[PROBLEM STATEMENT] The answer should consist solely of the lines from the first one below through the line containing "width:72px; height:72px; display:grid;", copied exactly.

(Data excerpts)
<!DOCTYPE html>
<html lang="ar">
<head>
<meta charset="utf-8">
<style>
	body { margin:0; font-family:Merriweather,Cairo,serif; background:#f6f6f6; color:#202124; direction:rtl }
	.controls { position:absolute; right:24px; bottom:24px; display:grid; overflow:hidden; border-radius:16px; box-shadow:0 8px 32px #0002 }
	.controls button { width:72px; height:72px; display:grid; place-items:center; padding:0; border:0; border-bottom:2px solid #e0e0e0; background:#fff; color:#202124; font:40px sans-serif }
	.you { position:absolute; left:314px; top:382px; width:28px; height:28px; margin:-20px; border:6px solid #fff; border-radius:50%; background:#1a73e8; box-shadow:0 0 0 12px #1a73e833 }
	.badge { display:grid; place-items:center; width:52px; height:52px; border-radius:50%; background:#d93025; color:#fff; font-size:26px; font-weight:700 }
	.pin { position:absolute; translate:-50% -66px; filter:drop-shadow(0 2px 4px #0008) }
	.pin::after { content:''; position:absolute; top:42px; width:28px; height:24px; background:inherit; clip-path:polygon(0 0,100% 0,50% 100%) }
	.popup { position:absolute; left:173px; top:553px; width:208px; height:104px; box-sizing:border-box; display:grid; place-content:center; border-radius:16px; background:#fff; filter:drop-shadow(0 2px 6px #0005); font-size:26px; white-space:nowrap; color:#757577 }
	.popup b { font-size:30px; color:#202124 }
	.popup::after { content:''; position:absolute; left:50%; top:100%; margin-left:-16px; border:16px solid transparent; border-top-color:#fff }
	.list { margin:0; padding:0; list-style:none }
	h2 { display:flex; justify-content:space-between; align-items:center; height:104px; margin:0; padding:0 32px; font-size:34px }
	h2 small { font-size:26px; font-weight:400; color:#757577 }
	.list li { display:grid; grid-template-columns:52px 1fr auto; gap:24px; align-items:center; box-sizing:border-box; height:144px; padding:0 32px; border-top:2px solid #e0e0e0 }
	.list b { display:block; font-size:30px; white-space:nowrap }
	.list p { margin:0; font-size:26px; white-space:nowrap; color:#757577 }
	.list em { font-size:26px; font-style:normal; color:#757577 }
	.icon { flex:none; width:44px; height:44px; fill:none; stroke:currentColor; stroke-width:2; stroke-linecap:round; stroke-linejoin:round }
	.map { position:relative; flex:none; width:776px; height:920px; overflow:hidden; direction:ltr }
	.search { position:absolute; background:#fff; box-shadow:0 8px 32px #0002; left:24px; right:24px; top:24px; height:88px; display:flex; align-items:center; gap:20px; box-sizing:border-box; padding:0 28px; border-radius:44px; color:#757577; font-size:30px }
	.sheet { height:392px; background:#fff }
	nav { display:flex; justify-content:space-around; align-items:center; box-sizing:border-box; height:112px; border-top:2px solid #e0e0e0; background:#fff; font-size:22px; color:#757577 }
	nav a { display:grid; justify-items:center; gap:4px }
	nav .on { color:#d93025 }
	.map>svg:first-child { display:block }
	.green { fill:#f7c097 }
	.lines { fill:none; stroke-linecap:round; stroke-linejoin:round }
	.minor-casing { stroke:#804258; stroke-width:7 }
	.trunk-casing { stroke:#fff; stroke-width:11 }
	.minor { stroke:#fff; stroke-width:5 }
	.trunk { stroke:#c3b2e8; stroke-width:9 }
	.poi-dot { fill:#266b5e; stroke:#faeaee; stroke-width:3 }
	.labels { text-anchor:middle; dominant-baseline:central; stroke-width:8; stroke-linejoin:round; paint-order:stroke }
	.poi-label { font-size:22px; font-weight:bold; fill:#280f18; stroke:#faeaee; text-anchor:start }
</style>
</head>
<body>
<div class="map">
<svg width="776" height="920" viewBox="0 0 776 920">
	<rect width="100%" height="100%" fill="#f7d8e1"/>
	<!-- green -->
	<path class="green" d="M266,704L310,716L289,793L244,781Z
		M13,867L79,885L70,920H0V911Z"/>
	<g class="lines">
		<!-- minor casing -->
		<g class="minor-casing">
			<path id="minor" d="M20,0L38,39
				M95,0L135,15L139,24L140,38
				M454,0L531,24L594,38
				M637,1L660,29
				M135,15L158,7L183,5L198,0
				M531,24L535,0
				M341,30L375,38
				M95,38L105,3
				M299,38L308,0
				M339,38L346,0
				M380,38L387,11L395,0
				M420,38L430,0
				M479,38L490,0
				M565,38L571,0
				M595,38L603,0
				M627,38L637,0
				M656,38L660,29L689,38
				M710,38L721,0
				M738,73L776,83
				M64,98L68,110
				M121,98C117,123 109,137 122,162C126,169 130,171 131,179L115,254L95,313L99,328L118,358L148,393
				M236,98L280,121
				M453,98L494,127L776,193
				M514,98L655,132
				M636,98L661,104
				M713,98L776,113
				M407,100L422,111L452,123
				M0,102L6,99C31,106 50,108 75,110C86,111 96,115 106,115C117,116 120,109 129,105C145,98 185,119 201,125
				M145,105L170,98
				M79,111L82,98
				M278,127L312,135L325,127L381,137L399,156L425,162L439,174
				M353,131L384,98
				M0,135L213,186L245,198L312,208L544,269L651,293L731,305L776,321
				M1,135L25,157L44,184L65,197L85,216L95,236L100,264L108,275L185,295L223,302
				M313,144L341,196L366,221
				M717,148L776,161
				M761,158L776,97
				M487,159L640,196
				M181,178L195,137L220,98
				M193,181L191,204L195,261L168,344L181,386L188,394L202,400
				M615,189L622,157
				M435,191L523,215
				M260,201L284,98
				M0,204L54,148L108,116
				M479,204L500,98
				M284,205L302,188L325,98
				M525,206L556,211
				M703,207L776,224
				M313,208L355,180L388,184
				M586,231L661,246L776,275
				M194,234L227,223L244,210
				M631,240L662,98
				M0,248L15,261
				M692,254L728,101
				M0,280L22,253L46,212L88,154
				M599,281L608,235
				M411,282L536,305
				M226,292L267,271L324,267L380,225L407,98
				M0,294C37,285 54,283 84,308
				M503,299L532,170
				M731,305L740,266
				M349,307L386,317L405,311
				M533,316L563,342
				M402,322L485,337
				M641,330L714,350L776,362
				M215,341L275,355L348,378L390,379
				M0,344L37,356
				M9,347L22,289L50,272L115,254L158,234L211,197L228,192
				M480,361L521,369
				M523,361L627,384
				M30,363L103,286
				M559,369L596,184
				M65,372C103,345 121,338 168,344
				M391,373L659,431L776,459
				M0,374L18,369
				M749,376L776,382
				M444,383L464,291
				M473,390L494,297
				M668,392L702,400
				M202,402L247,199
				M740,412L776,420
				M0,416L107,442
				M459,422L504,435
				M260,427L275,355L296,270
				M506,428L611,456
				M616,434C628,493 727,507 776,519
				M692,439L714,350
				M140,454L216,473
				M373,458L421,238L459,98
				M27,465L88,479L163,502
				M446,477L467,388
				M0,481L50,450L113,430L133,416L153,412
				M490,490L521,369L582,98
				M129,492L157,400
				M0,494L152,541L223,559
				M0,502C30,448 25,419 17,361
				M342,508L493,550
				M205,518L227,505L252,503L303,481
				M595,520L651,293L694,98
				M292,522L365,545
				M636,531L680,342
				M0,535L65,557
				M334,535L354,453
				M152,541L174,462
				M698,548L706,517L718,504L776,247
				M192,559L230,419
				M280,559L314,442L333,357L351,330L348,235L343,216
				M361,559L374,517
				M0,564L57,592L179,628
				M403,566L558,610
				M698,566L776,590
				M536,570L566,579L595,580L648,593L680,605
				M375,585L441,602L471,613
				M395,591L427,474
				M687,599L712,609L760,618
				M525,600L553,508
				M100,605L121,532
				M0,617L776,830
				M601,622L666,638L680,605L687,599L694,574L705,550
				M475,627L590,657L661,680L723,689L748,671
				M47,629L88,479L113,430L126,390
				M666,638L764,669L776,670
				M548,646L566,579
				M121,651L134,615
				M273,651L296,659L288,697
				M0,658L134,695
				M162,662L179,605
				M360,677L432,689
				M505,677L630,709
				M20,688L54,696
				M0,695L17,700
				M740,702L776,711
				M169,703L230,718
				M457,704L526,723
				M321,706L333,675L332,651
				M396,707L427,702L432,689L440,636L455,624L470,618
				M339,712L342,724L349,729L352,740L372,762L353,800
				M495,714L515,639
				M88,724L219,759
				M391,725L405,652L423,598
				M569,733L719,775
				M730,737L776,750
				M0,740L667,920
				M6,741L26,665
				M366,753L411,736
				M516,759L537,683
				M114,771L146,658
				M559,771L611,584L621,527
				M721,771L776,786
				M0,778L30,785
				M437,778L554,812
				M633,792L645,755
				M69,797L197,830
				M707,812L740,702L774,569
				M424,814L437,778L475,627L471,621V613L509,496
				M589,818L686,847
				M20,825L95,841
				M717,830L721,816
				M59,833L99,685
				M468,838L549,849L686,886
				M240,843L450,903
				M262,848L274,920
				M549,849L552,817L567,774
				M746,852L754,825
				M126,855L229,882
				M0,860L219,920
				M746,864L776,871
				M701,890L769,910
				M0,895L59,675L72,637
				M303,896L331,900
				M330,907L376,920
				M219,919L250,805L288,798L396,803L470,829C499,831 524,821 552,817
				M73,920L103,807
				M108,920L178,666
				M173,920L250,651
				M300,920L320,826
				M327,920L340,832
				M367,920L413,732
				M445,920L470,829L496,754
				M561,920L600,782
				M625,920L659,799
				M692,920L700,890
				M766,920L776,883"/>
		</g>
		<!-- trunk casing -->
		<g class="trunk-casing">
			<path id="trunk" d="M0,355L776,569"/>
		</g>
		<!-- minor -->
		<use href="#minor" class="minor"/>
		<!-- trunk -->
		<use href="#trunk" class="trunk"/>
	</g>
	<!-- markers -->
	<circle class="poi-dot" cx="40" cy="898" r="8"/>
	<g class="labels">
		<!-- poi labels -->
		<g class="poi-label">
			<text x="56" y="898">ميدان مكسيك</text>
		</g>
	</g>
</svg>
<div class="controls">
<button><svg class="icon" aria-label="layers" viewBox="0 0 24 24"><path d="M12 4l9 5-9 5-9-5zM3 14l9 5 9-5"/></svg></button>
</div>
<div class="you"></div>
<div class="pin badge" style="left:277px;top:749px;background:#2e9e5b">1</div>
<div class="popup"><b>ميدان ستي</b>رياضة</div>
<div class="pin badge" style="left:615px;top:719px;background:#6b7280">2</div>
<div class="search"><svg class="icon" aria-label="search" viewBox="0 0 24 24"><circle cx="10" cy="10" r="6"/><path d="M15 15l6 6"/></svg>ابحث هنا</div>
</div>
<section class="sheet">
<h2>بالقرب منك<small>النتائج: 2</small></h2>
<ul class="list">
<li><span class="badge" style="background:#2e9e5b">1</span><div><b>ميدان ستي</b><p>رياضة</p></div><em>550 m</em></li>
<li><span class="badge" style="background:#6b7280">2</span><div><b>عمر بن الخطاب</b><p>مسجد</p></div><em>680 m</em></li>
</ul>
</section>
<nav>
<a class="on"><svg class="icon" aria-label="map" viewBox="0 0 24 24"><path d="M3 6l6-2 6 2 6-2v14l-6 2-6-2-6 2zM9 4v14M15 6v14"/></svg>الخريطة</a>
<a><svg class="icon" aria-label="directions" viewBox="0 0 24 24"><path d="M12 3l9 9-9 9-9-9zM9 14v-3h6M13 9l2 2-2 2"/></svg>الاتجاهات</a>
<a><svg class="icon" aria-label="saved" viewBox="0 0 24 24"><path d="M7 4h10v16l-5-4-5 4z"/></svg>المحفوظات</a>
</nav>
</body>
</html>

[COMPLETED EXERCISE]
<!DOCTYPE html>
<html lang="ar">
<head>
<meta charset="utf-8">
<style>
	body { margin:0; font-family:Merriweather,Cairo,serif; background:#f6f6f6; color:#202124; direction:rtl }
	.controls { position:absolute; right:24px; bottom:24px; display:grid; overflow:hidden; border-radius:16px; box-shadow:0 8px 32px #0002 }
	.controls button { width:72px; height:72px; display:grid; place-items:center; padding:0; border:0; border-bottom:2px solid #e0e0e0; background:#fff; color:#202124; font:40px sans-serif }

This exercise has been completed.